寡作の画家フェルメールの「最後の1枚」
寡作の画家で知られるフェルメールの作品も見逃せません。「オランダの市民社会の日常生活の一瞬を描写してきたフェルメールが、最晩年に制作した1枚。18世紀フランスで花開いたロココを予感させる作品です。その背景には、オランダの経済が産業資本から金融資本へと基軸が移りつつあり、上流市民たちの貴族への憧れが強まってきたこともあるでしょう。今回、展覧会で鑑賞するのを楽しみにしている一点です」(千速さん)

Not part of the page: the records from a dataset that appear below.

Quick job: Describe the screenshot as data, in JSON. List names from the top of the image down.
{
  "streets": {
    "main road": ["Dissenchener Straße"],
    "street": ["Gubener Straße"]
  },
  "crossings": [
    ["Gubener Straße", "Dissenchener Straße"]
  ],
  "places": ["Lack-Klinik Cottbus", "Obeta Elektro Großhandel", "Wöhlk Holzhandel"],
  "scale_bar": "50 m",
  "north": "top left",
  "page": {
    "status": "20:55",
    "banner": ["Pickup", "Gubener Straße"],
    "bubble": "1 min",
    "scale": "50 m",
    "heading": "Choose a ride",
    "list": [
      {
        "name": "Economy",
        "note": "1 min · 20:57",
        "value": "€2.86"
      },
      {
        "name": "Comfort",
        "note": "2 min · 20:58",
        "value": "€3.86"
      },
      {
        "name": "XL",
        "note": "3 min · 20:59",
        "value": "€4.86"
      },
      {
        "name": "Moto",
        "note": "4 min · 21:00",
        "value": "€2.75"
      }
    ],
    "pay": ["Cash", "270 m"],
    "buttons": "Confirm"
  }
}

今は容易に海外へ行くことはできませんし、コロナ禍で海外からの作品輸送が難しくなり、開催を断念した展覧会も複数あります。さらには、今後、海外の作品を移送する大型展開催は厳しいのでは……という声も聞かれます。普段はロンドンにある至宝を日本で見られる幸せをかみしめながら、61点と対峙しましょう。
場所:国立西洋美術館 東京都台東区上野公園7-7
料金:一般 1700円
大阪会場:2020年11月3日~2021年1月31日
※6月18日~21日は前売り券か招待券を持っている来場者と無料観覧対象の来場者のみが入場できる。6月23日からは日時指定制による入場方法を導入。国立西洋美術館では入場券の販売をしない。詳細は展覧会公式サイトで案内
今こそどっぷり浸りたいバンクシーの世界
2019年、東京都港区に置かれていた防潮扉に描かれた「ねずみ」が「バンクシー作品の可能性が高い」と、都知事を巻き込んだ話題となり、2020年5月には医療従事者をたたえる新作を公開して注目を集めるなど、今、最もニュースな現代アーティスト・バンクシーの展覧会「バンクシー展 天才か反逆者か」が開催中(日時予約制、9月27日まで)。2018年からモスクワなど世界5都市で開催され、既に100万人以上を動員した展覧会が、日本に上陸しています。
英国を拠点に活動するバンクシーは、素顔を知られていない匿名のアーティスト。壁面や路上、橋などをキャンバスに、社会への風刺や政治的メッセージを込めた作品をゲリラ的に描いて公開しています。